Override a read-only property with a read-only column that gets the same value

The game engine provides me with the Player class, which has a uniqueid read-only property to identify players. I would like to β€œconvert” this to an SQLAlchemy Column so that I can query the players this way:

 query = session.query(Player).filter(Player.uniqueid=='STEAM_0:0:1234567') player = query.one_or_none() if player is None: player = Player(uniqueid='STEAM_0:0:1234567') 

Here my class is as follows:

 class Player(game.Player, db.Model): _uniqueid = Column('uniqueid', String(21), unique=True, nullable=False) def __init__(self, index, **kwargs): game.Player.__init__(index) # initializes uniqueid db.Model.__init__(_uniqueid=self.uniqueid, **kwargs) 

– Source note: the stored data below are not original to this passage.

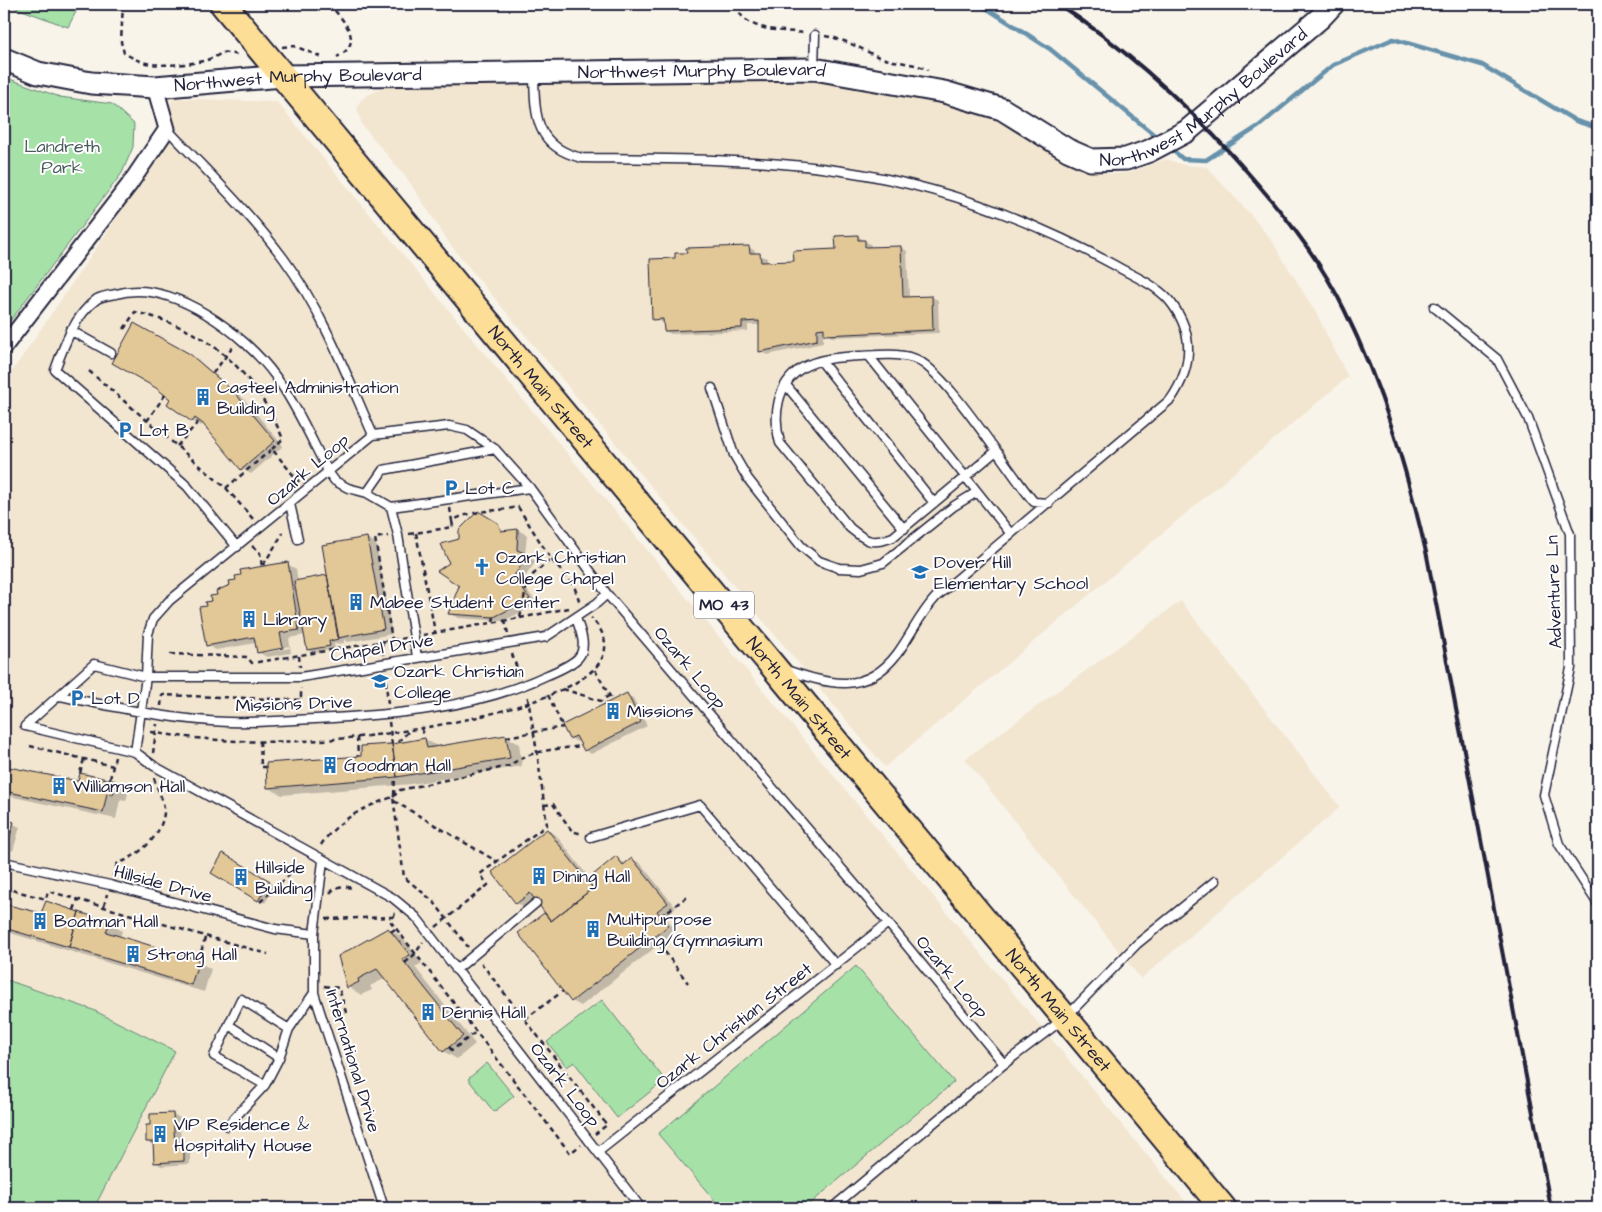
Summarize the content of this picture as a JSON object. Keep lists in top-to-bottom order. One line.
{"streets":{"main road":["North Main Street","MO 43"],"street":["Northwest Murphy Boulevard"],"lane":["Ozark Loop","Adventure Ln","Chapel Drive","Missions Drive","Hillside Drive","Ozark Christian Street","International Drive"]},"crossings":[["Northwest Murphy Boulevard","North Main Street"],["Ozark Loop","Chapel Drive"],["Ozark Loop","Missions Drive"],["Ozark Loop","Ozark Christian Street"],["Ozark Loop","International Drive"],["Chapel Drive","Missions Drive"],["Hillside Drive","International Drive"]],"parks":["Landreth Park"],"places":{"building":["Casteel Administration Building","Mabee Student Center","Library","Missions","Goodman Hall","Williamson Hall","Dining Hall","Hillside Building","Boatman Hall","Multipurpose Building/Gymnasium","Strong Hall","Dennis Hall","VIP Residence & Hospitality House"],"parking":["Lot B","Lot C","Lot D"],"church":["Ozark Christian College Chapel"],"school or university":["Dover Hill Elementary School","Ozark Christian College"]}}
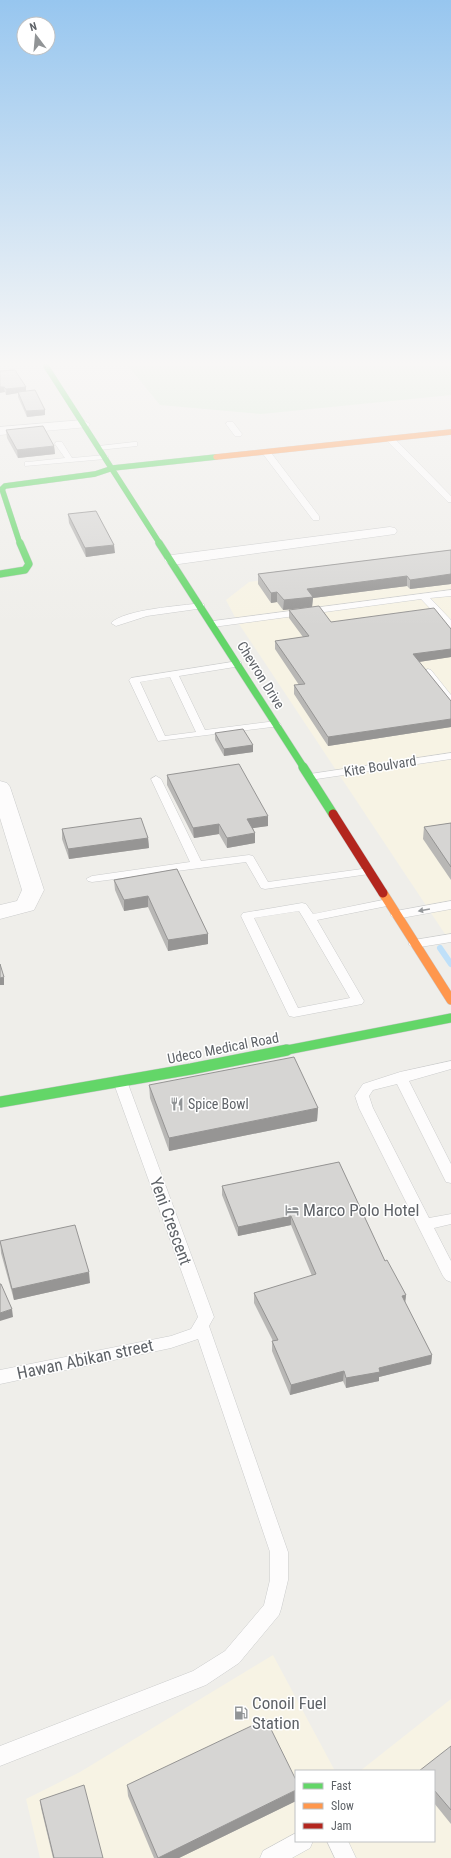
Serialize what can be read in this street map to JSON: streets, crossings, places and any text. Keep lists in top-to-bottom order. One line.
{"streets":{"main road":["Chevron Drive","Udeco Medical Road"],"lane":["Kite Boulvard","Yeni Crescent","Hawan Abikan street"]},"crossings":[["Chevron Drive","Kite Boulvard"],["Udeco Medical Road","Yeni Crescent"],["Yeni Crescent","Hawan Abikan street"]],"places":{"restaurant":["Spice Bowl"],"hotel":["Marco Polo Hotel"],"fuel station":["Conoil Fuel Station"]},"legend":["Fast","Slow","Jam"],"north":"top"}
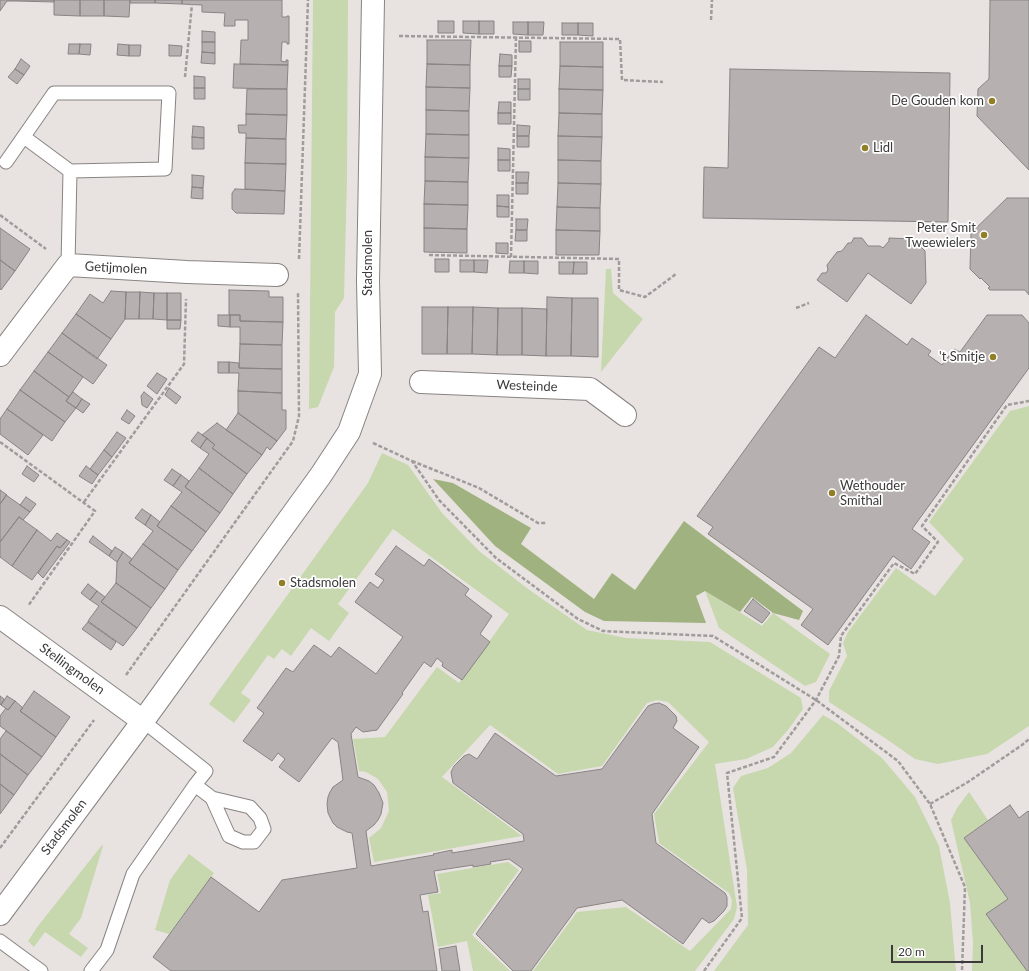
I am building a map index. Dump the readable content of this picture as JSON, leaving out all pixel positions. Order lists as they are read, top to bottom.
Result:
{
  "streets": {
    "street": [
      "Stadsmolen",
      "Getijmolen",
      "Westeinde",
      "Stellingmolen"
    ]
  },
  "crossings": [
    ["Stadsmolen", "Stellingmolen"]
  ],
  "places": [
    "De Gouden kom",
    "Lidl",
    "Peter Smit Tweewielers",
    "'t Smitje",
    "Wethouder Smithal",
    "Stadsmolen"
  ],
  "scale_bar": "20 m"
}
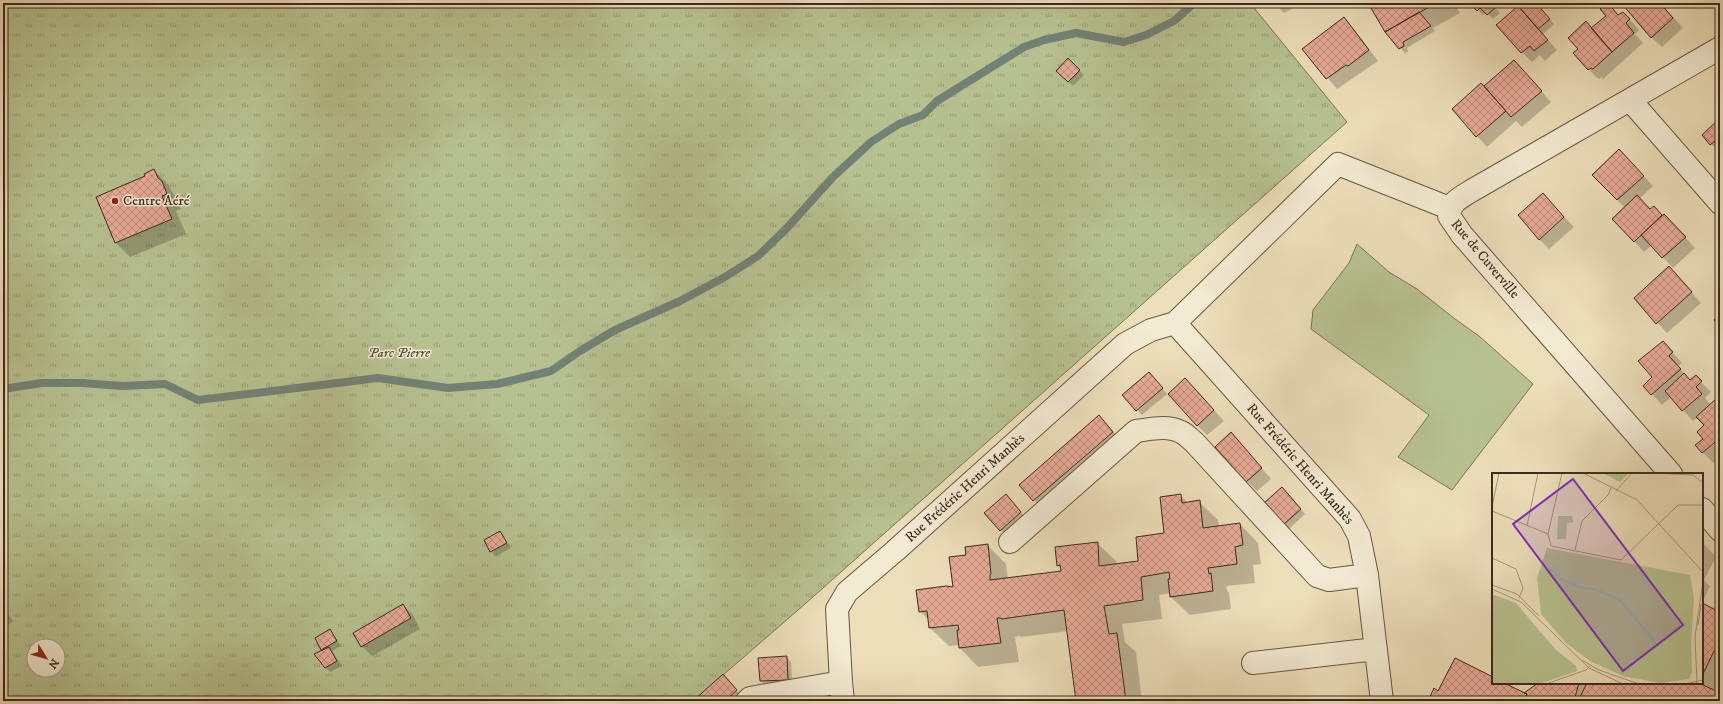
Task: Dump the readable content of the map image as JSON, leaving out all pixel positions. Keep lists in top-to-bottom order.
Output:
{
  "streets": {
    "street": ["Rue de Cuverville", "Rue Frédéric Henri Manhès"]
  },
  "crossings": [
    ["Rue de Cuverville", "Rue Frédéric Henri Manhès"]
  ],
  "parks": ["Parc Pierre"],
  "places": ["Centre Aéré"],
  "north": "bottom right"
}
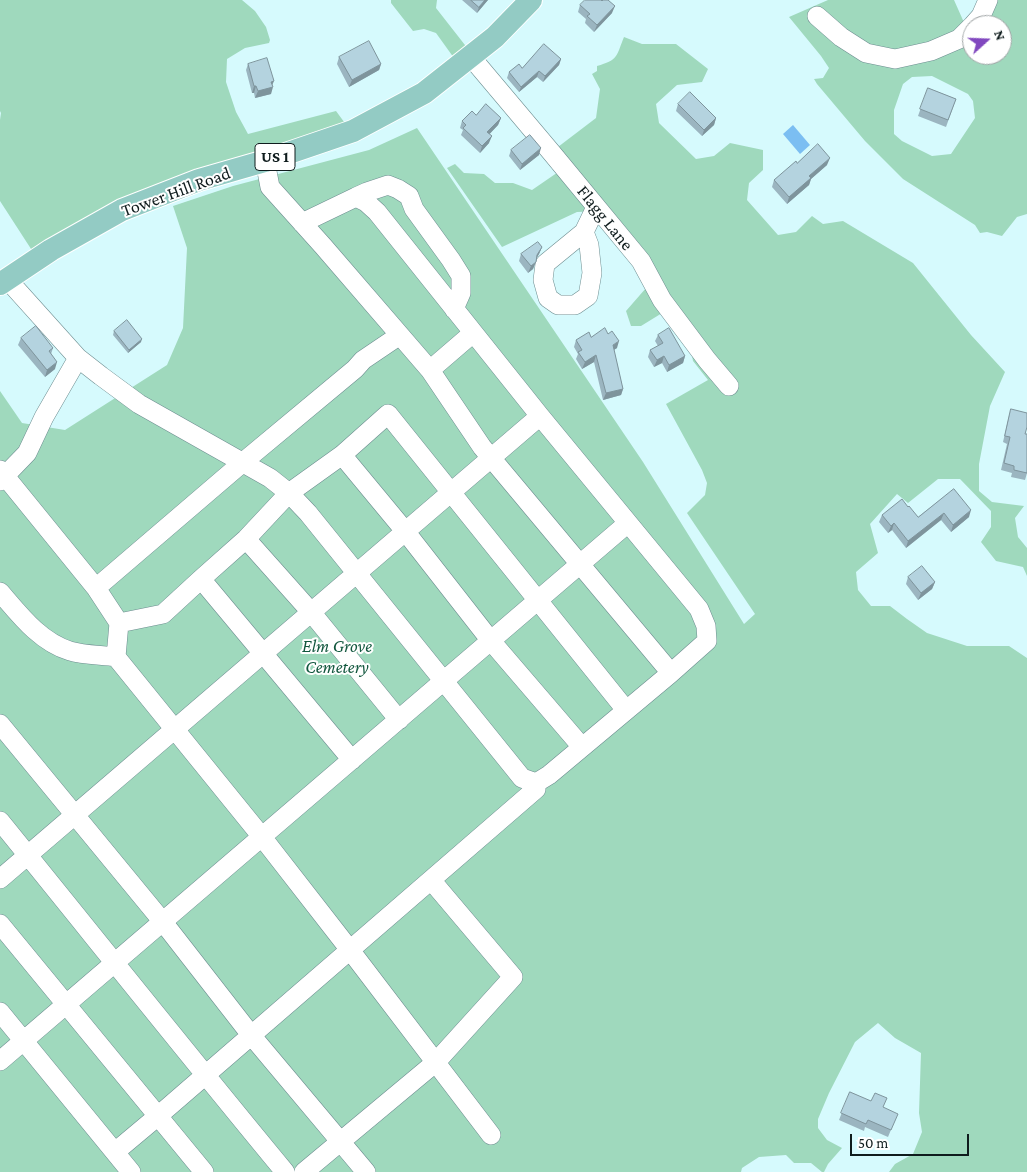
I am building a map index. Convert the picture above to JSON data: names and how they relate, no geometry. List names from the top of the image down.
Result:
{
  "streets": {
    "main road": ["US 1", "Tower Hill Road"],
    "street": ["Flagg Lane"]
  },
  "crossings": [
    ["Tower Hill Road", "Flagg Lane"]
  ],
  "parks": ["Elm Grove Cemetery"],
  "scale_bar": "50 m",
  "north": "right"
}
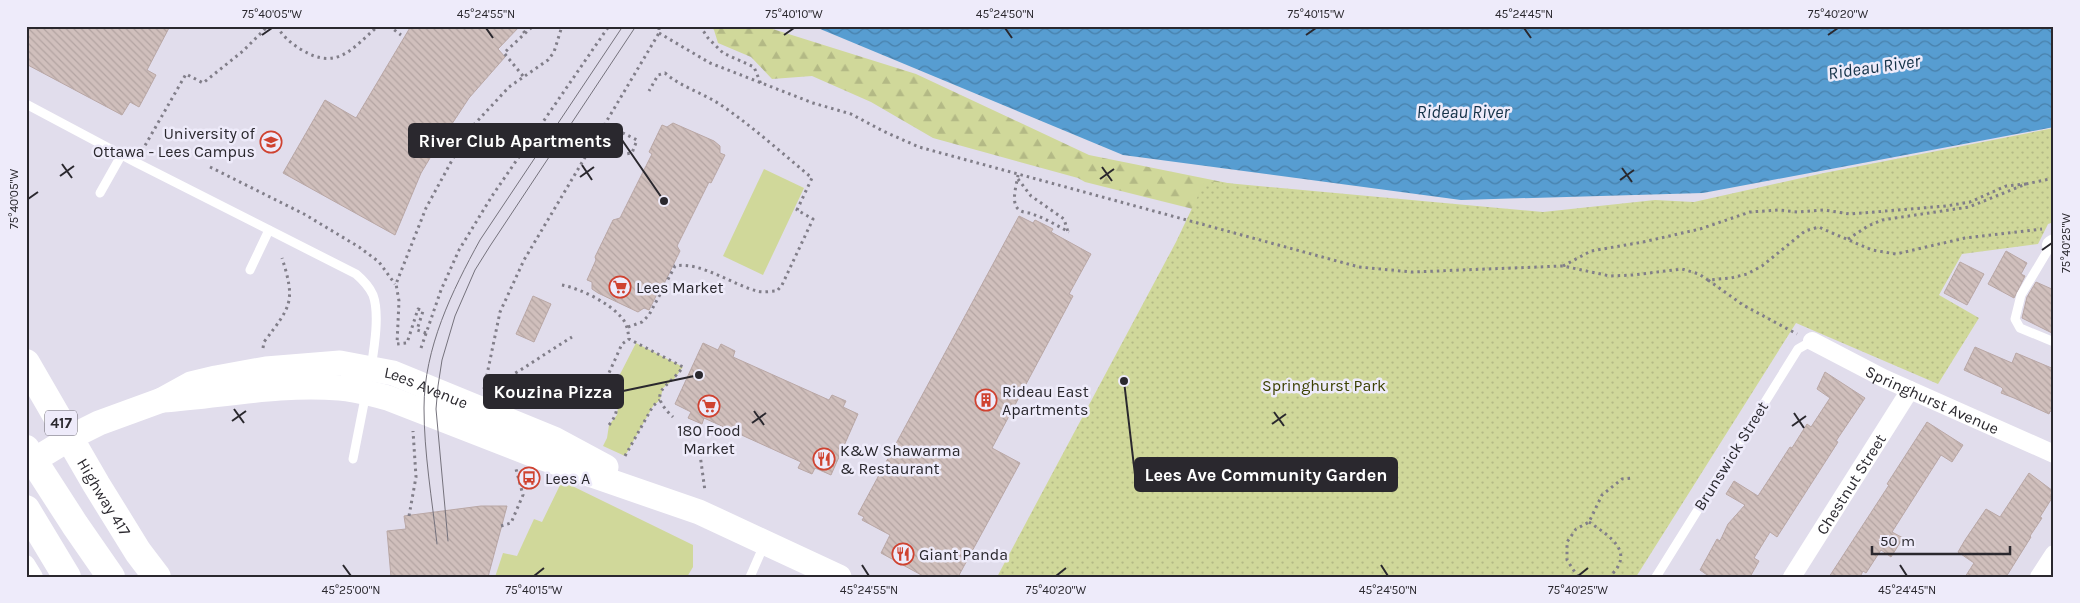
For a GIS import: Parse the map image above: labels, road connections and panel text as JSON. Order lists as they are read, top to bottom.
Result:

Further, I would like to create a read-only interface for _uniqueid , so API users will no longer be able to write a variable (well, they can through _uniqueid , but this depends on their responsibility, since access to it must occur through non-private uniqueid ).

I am thinking of overriding the original uniqueid new one:

 @property def uniqueid(self): return self._uniqueid 

It is read-only and β€œhides” the original _uniqueid , not allowing anyone to write on it unless they intentionally turn to the closed one (I will not even list it in the documentation, private).

The only problem is that it completely overrides the old one, which means that my __init__ _uniqueid=self.uniqueid will not work due to self.uniqueid using the new getter, not the old one.

So, I want to convert a read-only property to a read-only message that can be used to query using SQLAlchemy. Is this possible, and if, how?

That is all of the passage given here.